### [Problem to solve]
Scan the data. Collect each line that contains the word "Rivadavia".

-- Dataset records follows --

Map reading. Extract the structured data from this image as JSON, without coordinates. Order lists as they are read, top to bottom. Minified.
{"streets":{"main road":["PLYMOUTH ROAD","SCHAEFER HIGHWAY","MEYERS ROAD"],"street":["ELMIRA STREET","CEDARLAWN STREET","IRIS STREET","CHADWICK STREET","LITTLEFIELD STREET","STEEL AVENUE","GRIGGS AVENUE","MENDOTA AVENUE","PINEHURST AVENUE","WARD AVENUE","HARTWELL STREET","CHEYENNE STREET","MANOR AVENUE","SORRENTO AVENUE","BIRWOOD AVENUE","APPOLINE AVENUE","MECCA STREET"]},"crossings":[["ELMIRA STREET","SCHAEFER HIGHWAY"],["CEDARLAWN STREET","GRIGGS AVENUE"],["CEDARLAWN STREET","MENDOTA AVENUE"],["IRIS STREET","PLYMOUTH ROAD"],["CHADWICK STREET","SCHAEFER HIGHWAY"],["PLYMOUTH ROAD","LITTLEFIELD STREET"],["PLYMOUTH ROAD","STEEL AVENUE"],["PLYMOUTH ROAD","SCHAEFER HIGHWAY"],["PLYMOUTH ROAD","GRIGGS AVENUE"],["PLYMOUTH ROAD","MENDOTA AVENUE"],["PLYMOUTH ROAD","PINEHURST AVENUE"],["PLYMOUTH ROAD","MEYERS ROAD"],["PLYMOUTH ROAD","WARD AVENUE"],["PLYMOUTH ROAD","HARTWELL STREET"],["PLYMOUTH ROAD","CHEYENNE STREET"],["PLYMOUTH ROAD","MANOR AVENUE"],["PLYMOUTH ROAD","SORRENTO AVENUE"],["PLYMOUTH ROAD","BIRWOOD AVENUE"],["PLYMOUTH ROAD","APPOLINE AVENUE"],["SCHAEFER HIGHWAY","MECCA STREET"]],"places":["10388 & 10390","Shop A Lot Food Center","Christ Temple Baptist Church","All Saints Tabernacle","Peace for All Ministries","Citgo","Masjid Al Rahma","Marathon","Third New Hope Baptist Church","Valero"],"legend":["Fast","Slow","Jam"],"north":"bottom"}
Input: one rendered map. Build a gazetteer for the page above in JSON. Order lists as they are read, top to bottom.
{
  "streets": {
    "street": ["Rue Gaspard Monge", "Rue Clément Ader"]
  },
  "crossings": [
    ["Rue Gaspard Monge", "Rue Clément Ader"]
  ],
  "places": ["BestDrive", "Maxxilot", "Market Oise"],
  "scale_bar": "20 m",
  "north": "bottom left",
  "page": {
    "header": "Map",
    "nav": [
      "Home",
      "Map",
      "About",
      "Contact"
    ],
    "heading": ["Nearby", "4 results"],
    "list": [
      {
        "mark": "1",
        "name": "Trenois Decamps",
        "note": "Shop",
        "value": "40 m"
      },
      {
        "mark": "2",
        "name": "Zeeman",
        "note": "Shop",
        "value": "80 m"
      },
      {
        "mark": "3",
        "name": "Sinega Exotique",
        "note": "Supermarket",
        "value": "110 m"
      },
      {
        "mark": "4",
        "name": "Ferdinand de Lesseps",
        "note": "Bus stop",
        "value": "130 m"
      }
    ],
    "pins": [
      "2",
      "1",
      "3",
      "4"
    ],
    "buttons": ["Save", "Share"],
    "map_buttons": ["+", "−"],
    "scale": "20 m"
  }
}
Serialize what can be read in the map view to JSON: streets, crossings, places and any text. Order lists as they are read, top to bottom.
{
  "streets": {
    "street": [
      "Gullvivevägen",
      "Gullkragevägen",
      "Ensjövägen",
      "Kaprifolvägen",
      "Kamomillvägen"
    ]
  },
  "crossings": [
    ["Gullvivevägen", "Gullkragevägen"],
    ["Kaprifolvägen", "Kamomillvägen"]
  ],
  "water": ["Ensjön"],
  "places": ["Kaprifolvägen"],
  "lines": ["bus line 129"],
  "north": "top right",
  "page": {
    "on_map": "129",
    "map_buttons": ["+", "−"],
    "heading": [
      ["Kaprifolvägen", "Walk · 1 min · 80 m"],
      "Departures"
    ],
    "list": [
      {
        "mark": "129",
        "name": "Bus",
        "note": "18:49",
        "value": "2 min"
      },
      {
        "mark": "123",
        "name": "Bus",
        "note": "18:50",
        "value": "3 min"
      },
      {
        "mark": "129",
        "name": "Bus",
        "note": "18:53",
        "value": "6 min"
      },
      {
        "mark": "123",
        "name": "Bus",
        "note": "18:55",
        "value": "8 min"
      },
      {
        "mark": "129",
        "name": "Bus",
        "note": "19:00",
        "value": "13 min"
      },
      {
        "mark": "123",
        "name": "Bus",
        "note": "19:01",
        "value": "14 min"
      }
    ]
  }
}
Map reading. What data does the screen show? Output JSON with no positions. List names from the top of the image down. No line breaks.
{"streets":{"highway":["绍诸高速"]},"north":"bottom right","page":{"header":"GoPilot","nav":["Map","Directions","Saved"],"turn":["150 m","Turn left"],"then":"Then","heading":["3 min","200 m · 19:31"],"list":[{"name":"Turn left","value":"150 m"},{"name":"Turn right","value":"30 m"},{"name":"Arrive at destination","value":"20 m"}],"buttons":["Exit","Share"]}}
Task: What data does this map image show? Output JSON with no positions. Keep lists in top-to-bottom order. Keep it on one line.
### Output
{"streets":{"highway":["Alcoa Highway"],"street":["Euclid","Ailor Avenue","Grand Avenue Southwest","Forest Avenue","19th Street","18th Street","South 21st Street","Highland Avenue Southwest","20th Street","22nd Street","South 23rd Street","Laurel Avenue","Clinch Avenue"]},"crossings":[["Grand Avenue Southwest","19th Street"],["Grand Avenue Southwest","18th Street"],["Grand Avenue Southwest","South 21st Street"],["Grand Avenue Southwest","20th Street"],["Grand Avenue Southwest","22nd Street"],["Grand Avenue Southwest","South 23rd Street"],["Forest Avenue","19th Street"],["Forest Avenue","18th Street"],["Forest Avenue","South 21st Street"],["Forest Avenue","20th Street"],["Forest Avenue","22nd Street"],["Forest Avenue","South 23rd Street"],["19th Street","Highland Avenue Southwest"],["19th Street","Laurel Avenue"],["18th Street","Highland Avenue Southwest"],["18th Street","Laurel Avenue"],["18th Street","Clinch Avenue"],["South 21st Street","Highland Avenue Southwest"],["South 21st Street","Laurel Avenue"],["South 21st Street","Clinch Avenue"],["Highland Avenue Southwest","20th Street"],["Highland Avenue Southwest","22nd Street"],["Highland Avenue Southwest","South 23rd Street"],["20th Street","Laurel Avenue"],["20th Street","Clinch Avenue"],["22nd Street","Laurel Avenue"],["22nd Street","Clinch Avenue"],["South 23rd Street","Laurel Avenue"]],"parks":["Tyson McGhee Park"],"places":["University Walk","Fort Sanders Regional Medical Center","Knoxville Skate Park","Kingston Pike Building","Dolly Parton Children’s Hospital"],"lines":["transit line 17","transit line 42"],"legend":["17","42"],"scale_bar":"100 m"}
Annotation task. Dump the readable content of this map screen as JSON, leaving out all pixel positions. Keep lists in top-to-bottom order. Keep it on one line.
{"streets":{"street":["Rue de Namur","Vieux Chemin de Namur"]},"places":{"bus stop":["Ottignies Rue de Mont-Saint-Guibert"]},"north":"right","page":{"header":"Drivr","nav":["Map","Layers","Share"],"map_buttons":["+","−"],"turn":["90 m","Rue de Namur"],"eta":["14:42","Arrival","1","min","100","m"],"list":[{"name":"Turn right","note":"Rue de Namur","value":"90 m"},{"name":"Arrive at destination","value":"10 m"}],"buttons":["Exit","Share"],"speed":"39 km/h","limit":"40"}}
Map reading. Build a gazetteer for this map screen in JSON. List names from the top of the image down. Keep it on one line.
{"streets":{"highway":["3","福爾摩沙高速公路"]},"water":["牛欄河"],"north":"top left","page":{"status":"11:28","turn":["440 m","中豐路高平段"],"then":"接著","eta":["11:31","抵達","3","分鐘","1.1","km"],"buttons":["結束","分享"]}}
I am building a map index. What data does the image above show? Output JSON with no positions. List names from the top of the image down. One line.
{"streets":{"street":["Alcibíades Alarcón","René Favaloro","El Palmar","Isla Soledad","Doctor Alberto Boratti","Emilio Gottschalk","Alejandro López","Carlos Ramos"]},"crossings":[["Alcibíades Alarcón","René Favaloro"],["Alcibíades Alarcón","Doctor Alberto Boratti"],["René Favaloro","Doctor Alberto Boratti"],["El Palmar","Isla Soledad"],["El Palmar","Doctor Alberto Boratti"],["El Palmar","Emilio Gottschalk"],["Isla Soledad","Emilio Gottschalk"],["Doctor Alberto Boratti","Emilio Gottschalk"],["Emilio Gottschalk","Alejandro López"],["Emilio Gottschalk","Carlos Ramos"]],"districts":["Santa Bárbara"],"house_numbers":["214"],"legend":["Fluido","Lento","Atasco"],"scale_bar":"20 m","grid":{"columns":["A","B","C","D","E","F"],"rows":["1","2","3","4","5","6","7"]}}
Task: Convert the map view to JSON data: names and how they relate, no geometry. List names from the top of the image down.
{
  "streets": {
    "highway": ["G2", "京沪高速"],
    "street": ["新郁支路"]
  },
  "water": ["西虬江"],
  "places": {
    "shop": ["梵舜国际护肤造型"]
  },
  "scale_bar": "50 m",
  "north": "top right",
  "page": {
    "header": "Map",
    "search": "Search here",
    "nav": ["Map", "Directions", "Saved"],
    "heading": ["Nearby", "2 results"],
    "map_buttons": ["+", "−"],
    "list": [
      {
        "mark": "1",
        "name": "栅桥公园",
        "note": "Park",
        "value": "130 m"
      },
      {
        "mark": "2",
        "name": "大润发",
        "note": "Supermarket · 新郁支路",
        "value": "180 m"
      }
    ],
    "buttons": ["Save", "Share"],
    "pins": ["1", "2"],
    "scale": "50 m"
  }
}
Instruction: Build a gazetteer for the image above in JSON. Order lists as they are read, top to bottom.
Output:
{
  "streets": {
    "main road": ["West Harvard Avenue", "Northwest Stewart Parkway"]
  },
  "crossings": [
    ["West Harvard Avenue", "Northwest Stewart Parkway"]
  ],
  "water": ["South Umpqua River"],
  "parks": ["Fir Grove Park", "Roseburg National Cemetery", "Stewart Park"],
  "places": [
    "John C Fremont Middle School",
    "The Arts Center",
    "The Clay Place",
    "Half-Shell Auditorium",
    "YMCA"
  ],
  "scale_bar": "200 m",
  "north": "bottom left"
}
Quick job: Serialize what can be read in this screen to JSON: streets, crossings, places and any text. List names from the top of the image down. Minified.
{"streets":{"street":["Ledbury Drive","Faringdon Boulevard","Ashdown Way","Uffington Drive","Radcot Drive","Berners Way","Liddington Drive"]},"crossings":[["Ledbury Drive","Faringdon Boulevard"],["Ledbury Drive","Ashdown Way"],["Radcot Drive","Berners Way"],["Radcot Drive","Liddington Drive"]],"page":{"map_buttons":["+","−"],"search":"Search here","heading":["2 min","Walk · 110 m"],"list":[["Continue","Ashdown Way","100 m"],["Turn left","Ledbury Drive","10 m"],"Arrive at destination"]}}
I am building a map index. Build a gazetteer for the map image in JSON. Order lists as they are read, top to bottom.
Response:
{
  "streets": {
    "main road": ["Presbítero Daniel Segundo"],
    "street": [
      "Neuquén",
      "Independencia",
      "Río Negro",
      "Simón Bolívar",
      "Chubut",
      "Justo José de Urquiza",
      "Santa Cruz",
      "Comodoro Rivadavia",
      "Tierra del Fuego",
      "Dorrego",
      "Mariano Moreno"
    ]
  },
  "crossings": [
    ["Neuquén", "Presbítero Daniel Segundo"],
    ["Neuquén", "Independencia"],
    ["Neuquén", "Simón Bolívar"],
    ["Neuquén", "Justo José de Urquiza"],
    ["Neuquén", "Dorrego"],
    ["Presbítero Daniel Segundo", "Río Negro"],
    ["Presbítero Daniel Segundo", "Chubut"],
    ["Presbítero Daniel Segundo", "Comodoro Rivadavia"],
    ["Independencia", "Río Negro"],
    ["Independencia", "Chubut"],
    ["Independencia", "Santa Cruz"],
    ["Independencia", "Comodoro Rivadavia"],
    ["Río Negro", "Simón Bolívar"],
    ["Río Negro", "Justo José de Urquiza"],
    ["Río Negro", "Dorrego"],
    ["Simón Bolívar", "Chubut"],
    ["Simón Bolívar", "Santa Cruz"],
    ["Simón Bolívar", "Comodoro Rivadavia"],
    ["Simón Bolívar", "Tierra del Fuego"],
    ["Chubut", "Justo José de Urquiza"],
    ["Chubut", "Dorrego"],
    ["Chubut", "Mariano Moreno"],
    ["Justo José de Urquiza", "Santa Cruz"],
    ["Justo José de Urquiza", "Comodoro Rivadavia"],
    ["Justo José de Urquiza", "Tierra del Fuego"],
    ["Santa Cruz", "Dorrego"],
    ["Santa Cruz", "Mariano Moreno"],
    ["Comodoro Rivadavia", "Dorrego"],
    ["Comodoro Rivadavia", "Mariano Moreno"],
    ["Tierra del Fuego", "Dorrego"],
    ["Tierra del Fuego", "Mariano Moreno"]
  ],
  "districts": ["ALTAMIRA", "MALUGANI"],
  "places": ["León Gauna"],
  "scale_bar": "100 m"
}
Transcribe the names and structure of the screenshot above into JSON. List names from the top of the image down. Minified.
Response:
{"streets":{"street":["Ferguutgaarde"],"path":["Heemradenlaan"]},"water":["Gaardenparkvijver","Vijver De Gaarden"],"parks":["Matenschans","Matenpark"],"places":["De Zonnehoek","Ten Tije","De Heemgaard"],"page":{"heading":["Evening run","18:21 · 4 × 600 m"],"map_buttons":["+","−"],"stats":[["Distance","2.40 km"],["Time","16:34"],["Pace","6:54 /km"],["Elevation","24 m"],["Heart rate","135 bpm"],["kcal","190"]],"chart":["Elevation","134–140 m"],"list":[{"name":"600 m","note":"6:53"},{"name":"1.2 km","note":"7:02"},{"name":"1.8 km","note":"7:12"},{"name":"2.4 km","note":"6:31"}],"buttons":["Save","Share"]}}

-- Dataset records concluded --

### [Output for this task]
      "Comodoro Rivadavia",
    ["Presbítero Daniel Segundo", "Comodoro Rivadavia"],
    ["Independencia", "Comodoro Rivadavia"],
    ["Simón Bolívar", "Comodoro Rivadavia"],
    ["Justo José de Urquiza", "Comodoro Rivadavia"],
    ["Comodoro Rivadavia", "Dorrego"],
    ["Comodoro Rivadavia", "Mariano Moreno"],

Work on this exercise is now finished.